Copy the lines below that contain "nowrap".

(Records contained in a dataset)
+ + +

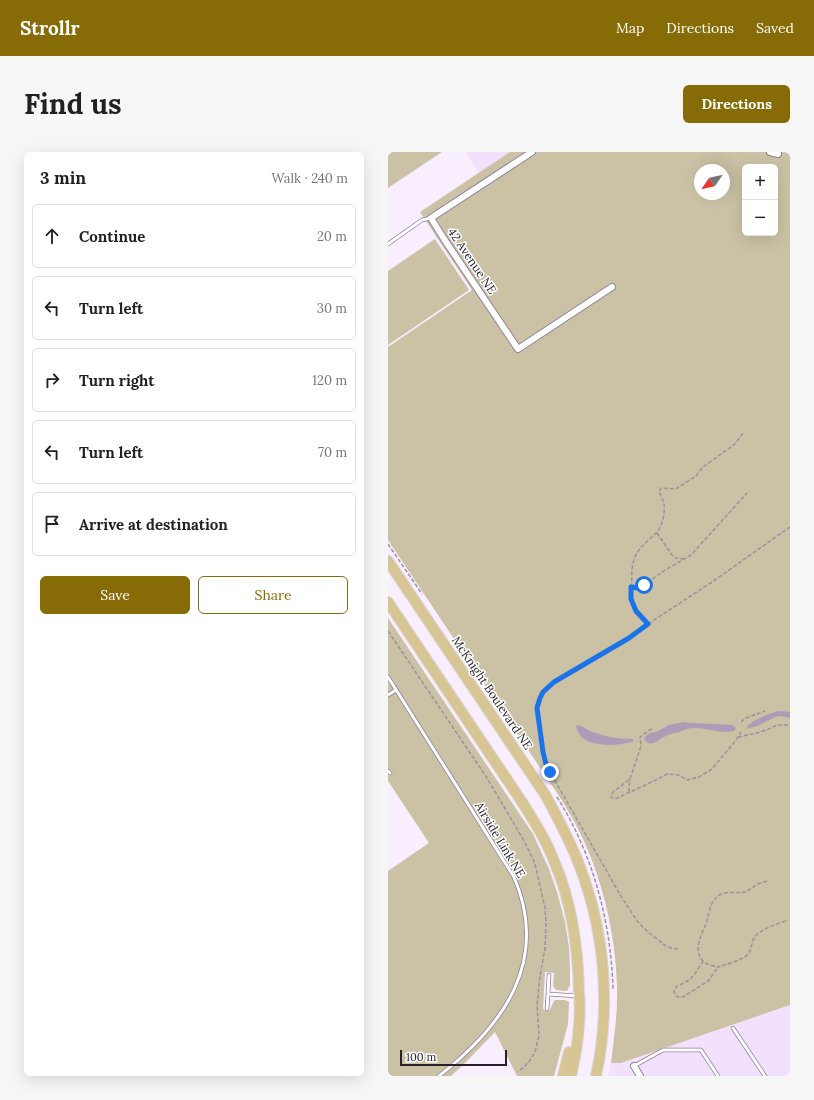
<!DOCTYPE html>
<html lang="en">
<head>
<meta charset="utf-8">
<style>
	body { margin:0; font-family:Lora,serif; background:#f6f6f6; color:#202124 }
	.controls { position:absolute; right:12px; top:12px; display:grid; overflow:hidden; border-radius:6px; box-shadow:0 4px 16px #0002 }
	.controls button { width:36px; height:36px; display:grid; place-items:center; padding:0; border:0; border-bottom:1px solid #e0e0e0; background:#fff; color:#202124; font:20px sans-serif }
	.compass { position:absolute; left:306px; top:12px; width:36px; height:36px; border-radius:50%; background:#fff; box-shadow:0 4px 16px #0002; rotate:236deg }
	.scale { position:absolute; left:12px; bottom:10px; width:107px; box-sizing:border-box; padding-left:4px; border:2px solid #28212b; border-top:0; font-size:11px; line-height:14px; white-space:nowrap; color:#28212b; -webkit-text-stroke:3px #fff; paint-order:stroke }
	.stop { position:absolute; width:12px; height:12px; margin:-9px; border:3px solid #1a73e8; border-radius:50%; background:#fff }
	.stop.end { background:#1a73e8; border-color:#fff; box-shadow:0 1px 4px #0008 }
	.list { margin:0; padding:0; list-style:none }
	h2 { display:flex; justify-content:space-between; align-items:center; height:52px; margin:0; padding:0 16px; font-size:17px }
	h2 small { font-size:13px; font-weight:400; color:#757577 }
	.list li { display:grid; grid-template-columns:26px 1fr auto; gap:12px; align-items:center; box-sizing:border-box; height:64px; margin:0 8px 8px; padding:0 8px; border:1px solid #e0e0e0; border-radius:6px }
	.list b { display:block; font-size:15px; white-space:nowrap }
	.list em { font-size:13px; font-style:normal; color:#757577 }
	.actions { display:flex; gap:8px; padding:12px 16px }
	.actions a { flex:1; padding:9px 0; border:1px solid #866b06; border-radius:6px; text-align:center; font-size:14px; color:#866b06 }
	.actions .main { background:#866b06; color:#fff }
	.icon { flex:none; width:22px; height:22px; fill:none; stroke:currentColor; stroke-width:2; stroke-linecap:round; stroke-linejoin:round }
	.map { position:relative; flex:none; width:402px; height:924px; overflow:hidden; border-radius:6px }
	header { display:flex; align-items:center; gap:24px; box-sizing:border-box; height:56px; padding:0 20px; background:#866b06; color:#fff }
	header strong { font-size:19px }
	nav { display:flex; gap:22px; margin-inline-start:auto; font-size:14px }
	.intro { display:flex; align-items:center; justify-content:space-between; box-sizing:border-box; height:96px; padding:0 24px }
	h1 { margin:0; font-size:28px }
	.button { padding:10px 18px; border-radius:6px; background:#866b06; color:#fff; font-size:14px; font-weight:700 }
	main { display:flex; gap:24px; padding:0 24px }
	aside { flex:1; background:#fff; border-radius:6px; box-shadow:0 4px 16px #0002 }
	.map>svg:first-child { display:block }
	.built { fill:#f2e1fc }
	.green { fill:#cbc1a5; fill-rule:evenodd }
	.water { fill:#ad9bb8 }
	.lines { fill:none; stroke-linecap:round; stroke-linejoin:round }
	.lane-casing { stroke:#90819a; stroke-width:4.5 }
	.street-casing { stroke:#90819a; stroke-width:8 }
	.primary-casing { stroke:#d8d7d9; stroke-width:12 }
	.path { stroke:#9a929f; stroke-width:1.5; stroke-dasharray:4 2; stroke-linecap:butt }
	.lane { stroke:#fff; stroke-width:3 }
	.street { stroke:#fff; stroke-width:6 }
	.primary { stroke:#d7c694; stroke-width:10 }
	.route { stroke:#1a73e8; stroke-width:5 }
	.labels { text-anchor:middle; stroke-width:3; stroke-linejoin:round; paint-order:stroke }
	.street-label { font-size:12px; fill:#28212b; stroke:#fff }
</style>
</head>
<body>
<header>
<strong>Strollr</strong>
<nav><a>Map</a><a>Directions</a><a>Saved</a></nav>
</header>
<div class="intro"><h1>Find us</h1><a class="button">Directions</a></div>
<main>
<aside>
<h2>3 min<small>Walk · 240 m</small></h2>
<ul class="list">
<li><svg class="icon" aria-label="ahead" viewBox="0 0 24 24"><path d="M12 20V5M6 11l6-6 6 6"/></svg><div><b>Continue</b></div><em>20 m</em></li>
<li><svg class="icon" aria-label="left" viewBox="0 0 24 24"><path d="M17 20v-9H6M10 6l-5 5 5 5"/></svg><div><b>Turn left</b></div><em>30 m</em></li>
<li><svg class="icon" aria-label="right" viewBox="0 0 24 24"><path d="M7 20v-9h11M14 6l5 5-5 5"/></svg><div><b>Turn right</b></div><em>120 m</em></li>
<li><svg class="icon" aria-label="left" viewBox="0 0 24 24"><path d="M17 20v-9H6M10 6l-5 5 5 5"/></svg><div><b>Turn left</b></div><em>70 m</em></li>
<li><svg class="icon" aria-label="arrive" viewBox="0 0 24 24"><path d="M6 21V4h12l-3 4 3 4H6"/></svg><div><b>Arrive at destination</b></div></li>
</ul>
<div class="actions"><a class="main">Save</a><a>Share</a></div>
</aside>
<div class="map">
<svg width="402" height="924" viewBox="0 0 402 924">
	<rect width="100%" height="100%" fill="#f8eefe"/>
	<path class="built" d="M78,0H122L91,21Z
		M402,853V924H220L223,911H233Z"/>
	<path class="green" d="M0,0H54L0,36Z
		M122,0H402V853L233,911H223C226,885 230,860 229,835C228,781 213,720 188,673C183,663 177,654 171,644L0,388V195L84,138L32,60ZM357,15H387V81H357ZM312,18H336V42H312Z
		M47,87L81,138L0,193V119Z
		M0,466L145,682L161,717L169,740L177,770L181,795L182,819V833L179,839L168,838L165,834L166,821L157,820L155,857L158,859H161C164,855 164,851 167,848H177L181,850L180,872L166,924H129L107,880L78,910L63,924H0V719L41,691L0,629Z"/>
	<path class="water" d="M390,559L402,560V566L393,564L387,565L369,574L358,577C362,568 381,562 390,559Z
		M296,570L304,571L345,573L348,576L346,579C333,582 320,576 306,576C301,576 296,578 291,580C286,581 281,582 276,585C269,589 262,596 256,587L258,584L262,581L268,580L281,573Z
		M191,573C207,583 226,587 244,587L246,589C233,594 208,595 196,587C192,584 189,579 188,574Z"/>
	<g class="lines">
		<defs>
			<path id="lane" d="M0,92L34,68L43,66
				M0,525L126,725C162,809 116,873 51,924
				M0,543L8,538
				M0,619L2,621
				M161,823L160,842L190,844
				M159,857L160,842
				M345,876L377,924
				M246,914L275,898H313L330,924"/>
			<path id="street" d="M144,0L43,66L56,87L130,197L224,135
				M382,0L390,2
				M246,914L252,924"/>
			<path id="primary" d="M0,409L158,644C170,667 183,690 192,715C217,781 223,855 208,924
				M0,450L134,650C146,669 158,688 166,709C184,750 190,795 191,840C192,851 192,862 191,873C190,890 187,907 183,924
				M175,924L181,900"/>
		</defs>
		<use href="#lane" class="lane-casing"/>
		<use href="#street" class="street-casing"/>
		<use href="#primary" class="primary-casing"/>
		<path class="path" d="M269,381L284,403L288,406L296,407
			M0,392L34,442
			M243,435L250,436L256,433L277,418L303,403L359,341
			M260,472C253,464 247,458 244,449C243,446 244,443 244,440C244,427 242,413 249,401C254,393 262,387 268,381C275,374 277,361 276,351C275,348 273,344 271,340L273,336L288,337L308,324L315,315L347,292L355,281
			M0,479L99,626L135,687L145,707L148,716L157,756L158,772L157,796L152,824L149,853L151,884L147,900L140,911L130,920
			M353,570L358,566L377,559
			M264,577L260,579L252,585L253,594L242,627L225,640L223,645L227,647L268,628L279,622L290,623L300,628L311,625L324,617L348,588L353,580
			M350,585C359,583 367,582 375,579C386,576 390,570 402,574
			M241,640V635L242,627
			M169,645C205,702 223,770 225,837
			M379,729C376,730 372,731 370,732C365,735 362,738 357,740C347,742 338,738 330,744C322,751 321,760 319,769C315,781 303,798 316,810C319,813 326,814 330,815C337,813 354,808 359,803C364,799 363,791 366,786C371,777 390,772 400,768
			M290,797L283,796L278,794L260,780L250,770L234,746L162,620L158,612L155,600L149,555L152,546L155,540L166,531L241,486L260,472L324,430L402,375
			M315,809C311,815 307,823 301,828C295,833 287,832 286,840L289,845H295L317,831L321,828L330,815"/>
		<use href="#lane" class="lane"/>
		<use href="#street" class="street"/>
		<use href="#primary" class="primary"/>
	</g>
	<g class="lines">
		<path class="route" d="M162,620L158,612L155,600L149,556L152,546L155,540L166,530L241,486L260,472L248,459L243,447V435L250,436L256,433"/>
	</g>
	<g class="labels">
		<g class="street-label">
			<text transform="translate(84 109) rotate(56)" y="4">42 Avenue NE</text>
			<text transform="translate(104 541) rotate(56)" y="4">McKnight Boulevard NE</text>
			<text transform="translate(112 688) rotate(59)" y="4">Airside Link NE</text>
		</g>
	</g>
</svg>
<div class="controls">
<button>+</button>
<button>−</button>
</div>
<svg class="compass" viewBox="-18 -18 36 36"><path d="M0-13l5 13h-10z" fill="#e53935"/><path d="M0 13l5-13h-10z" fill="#757577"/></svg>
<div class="scale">100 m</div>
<div class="stop" style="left:256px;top:433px"></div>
<div class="stop end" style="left:162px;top:620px"></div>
</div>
</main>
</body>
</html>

+ + +

◆ **Response for this exercise**
	.scale { position:absolute; left:12px; bottom:10px; width:107px; box-sizing:border-box; padding-left:4px; border:2px solid #28212b; border-top:0; font-size:11px; line-height:14px; white-space:nowrap; color:#28212b; -webkit-text-stroke:3px #fff; paint-order:stroke }
	.list b { display:block; font-size:15px; white-space:nowrap }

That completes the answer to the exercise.